Kann die Afghanistan-Mission noch ein Erfolg werden, nachdem Obama den Abzug in 18 Monaten angekündigt hat?
Prof. Carlo Masala: Das hängt davon ab, was man als Erfolg definiert. Folgt man in dieser Frage dem US-Präsidenten, der eine Regierung in Afghanistan anstrebt, die für Sicherheit im Innern wie nach Außen sorgen kann, ist Skepsis angebracht. Weniger wegen des fixen Abzugstermins als wegen der historischen Tatsache, dass ein Zentralstaat mit einem legitimen Gewaltmonopol in Afghanistan keine Tradition hat. Deshalb ist schwer vorstellbar, dass ein Großteil der Afghanen eine solche Regierung akzeptieren wird. Wenn eine solche Regierung also das Ziel ist, wird die Mission kein Erfolg. Hängt man das Ziel hingegen tiefer, etwa, dass von Afghanistan künftig weder für Nachbarn noch für den Westen eine Gefahr ausgeht, kann noch ein Erfolg erreicht werden. Zentrale Voraussetzung für beide Ziele ist aber, dass man Pakistan stabilisiert, indem die Nachbarregierung in Kabul ihre Territorien effektiv kontrolliert.
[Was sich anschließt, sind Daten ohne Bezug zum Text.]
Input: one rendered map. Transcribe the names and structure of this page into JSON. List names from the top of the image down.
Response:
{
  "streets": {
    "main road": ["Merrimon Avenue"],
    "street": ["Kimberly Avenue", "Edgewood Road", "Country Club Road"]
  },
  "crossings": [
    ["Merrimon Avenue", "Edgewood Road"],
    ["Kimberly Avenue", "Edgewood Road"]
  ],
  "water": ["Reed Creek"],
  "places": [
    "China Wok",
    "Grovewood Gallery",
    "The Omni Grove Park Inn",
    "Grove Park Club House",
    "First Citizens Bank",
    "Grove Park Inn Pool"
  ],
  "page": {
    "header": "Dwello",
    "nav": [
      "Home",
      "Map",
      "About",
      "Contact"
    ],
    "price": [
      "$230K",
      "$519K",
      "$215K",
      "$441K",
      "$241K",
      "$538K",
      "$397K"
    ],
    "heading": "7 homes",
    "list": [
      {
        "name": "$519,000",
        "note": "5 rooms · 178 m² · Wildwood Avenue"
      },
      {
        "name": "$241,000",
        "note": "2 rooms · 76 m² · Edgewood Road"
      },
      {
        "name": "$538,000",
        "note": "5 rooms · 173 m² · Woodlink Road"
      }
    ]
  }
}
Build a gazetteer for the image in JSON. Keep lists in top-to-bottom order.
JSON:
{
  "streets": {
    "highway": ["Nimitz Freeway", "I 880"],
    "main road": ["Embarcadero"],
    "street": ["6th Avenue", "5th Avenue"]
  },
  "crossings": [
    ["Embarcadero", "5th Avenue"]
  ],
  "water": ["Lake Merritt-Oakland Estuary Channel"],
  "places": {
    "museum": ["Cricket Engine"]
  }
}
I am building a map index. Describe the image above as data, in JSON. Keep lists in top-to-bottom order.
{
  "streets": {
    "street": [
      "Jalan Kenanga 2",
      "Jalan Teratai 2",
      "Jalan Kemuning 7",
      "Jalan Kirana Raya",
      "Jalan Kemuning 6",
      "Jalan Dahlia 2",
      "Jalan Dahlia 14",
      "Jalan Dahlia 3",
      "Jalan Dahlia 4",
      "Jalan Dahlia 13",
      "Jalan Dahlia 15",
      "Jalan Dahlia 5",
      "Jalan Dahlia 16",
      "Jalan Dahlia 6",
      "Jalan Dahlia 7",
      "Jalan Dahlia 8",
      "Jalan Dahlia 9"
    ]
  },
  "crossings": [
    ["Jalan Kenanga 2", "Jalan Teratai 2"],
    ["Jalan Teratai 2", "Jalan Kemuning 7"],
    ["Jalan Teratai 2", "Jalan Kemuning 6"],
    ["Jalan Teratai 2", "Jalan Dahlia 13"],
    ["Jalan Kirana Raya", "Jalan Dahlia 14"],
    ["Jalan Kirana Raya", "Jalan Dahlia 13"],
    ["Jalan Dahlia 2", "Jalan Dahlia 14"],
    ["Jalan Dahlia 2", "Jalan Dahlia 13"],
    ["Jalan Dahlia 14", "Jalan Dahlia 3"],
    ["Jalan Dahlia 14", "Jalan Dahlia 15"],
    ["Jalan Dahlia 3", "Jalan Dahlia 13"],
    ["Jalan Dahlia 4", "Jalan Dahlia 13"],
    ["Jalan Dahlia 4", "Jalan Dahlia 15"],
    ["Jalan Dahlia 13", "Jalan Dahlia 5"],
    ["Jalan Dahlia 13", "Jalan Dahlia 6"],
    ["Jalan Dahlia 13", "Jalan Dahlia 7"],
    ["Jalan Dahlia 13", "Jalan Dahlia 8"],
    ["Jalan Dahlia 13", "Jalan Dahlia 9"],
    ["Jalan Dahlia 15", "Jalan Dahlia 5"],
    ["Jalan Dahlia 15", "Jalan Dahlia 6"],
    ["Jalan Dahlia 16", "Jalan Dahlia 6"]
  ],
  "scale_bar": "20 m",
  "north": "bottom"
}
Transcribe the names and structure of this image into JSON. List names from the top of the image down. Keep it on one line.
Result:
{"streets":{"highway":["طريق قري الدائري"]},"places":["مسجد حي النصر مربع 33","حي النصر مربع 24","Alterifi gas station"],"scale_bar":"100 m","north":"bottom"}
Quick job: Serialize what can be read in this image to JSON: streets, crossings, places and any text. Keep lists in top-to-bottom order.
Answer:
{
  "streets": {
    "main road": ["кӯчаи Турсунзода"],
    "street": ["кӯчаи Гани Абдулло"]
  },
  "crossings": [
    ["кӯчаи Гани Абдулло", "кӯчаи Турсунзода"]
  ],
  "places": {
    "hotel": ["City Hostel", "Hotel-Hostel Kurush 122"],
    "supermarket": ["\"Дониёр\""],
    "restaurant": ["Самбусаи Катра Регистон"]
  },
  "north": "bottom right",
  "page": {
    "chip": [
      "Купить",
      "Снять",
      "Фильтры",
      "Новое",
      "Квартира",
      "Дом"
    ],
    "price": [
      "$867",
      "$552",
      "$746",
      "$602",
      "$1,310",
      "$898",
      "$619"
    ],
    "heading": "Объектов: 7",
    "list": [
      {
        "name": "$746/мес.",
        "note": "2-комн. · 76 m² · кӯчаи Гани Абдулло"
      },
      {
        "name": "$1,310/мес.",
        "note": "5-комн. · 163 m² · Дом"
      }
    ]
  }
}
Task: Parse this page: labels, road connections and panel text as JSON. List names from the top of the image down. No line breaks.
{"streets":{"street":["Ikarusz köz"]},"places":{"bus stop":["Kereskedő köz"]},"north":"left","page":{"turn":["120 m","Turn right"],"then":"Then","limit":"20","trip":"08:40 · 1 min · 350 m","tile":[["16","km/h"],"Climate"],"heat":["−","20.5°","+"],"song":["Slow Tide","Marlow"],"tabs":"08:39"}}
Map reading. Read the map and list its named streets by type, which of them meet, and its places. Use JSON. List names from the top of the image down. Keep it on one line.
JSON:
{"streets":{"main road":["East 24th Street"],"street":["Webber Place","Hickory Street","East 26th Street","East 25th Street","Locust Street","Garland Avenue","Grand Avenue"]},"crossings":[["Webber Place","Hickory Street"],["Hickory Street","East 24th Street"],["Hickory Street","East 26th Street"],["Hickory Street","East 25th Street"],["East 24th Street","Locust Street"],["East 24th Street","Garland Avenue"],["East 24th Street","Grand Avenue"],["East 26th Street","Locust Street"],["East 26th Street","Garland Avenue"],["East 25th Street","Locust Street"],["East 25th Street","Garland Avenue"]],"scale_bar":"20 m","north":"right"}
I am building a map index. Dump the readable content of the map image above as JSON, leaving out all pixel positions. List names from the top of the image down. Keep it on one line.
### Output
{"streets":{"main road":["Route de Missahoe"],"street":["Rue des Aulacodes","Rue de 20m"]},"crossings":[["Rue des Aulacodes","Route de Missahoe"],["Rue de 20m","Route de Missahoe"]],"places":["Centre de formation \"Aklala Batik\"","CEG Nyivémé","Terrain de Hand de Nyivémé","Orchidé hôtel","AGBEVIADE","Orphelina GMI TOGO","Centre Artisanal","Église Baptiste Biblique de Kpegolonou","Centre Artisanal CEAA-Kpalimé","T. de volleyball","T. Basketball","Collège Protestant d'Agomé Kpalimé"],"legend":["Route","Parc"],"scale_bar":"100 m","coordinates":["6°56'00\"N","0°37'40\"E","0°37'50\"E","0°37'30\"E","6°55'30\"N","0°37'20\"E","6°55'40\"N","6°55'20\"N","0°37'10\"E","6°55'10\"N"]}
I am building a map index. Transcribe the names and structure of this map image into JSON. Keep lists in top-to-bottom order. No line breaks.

Ist dieses Ziel mit der 18-Monats-Befristung erreichbar?
Die Taliban könnten die 18 Monate einfach aussitzen... Prof. Masala: Einer derartigen, denkbaren Strategie will Obama entgegenwirken, indem er Teile der Taliban in die afghanischen Strukturen integriert. Die, die ihre Waffen niederlegen -- nach der damaligen Definition von Kurt Beck die "moderaten Taliban" -- sollen legitimer Teil der Herrschaftsstrukturen werden können. Können zugleich die paschtunischen Stammesführer mit viel Geld davon überzeugt werden, den radikalen Taliban keine Rückzugsgebiete mehr zu stellen, können letztere marginalisiert werden.
Ist eine Truppenaufstockung um 40000 Mann nicht zu schwachbrüstig, vergleicht man es mit der Mannschaftsstärke, mit der die Rote Armee eingerückt war?
Prof. Masala: Ja, auch wenn man es mit den 160000 Mann vergleicht, die zeitweise im Irak eingesetzt waren. Militärisch betrachtet, braucht man viel mehr Truppen. Politisch betrachtet, gibt es keine Chance, sie zu bekommen. Der ISAF-Oberkommandierende General McChrystal hatte 40000 Soldaten gefordert, um überhaupt eine Chance zu haben, die Taliban zurückzudrängen. Die Gefahr ist, dass diese Truppen sich auf die großen Städte konzentrieren und das Hinterland den Taliban überlassen. Das kann katastrophale Folgen haben, wie man in Vietnam gesehen hat. Zum Erfolg kann diese Taktik nur werden, wenn den Afghanen in den Bevölkerungszentren das Gefühl einer hundertprozentigen Sicherheit vermittelt wird. Bisher ist es so, dass die westlichen Truppen am Tag die Straßen kontrollieren und sich nachts in ihre Kasernen zurückziehen.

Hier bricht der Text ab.